Not Applicable To School Cafeteria Employees 

California increased the minimum wage for fast food workers in the state, guaranteeing that employees working at chains with at least 60 locations nationwide would receive $20 an hour.

Source: Wikimedia/U.S. Department of Agriculture

Sadly, this doesn’t apply to school food service workers, who historically have been some of the lowest paid employees in the public education system. 

Low Wages 

A report from the California School Nutrition Association and the Chef Ann Foundation revealed that the school districts have a constant issue with recruiting and retaining staff because of low wages.

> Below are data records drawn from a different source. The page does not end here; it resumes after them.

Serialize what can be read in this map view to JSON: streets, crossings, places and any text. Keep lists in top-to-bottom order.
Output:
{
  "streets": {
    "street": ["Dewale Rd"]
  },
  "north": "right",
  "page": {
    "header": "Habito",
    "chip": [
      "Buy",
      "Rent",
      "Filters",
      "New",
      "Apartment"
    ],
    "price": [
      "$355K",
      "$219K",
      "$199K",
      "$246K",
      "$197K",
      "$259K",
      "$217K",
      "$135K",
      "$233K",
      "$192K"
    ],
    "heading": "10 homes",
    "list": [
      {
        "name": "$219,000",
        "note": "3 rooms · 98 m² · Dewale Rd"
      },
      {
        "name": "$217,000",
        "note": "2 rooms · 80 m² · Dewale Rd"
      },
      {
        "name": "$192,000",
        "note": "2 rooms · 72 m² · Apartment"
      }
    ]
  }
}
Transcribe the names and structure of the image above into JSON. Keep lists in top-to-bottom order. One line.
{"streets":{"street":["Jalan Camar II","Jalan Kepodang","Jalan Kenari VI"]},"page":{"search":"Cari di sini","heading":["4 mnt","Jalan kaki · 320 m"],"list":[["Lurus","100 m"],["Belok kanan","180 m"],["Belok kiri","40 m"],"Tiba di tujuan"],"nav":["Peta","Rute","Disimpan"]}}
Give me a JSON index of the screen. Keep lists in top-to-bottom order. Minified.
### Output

Source: Unsplash/Kenny Eliason

The report says that “persistent staffing issues” are leading to the use of more pre-packaged food and longer lines for lunch, with many students just choosing to skip meals because of this. 

The Challenges 

Cafeteria shortages are not uncommon in the United States. A recent report for the School Nutrition Association showed that the majority of surveyed districts were facing “significant challenges” when it came to staffing cafeterias.

Source: Unsplash/CDC

“There’s a shortage every day because it doesn’t pay well,” says Roxanne Beissel, who earns $15 an hour cooking in Hastings, Minnesota, schools. The combination of high stress and low wages, cook Roxanne Beissel explains, “is definitely not appealing to a lot of people.” 

The Biggest Challenges

A food service specialist in Indian River public schools in Florida, Mary Dotsey, told Jacobin, “When we’re short-staffed, that means not all the food is getting cooked. So we’re running out by third lunch, and we’re scrambling.”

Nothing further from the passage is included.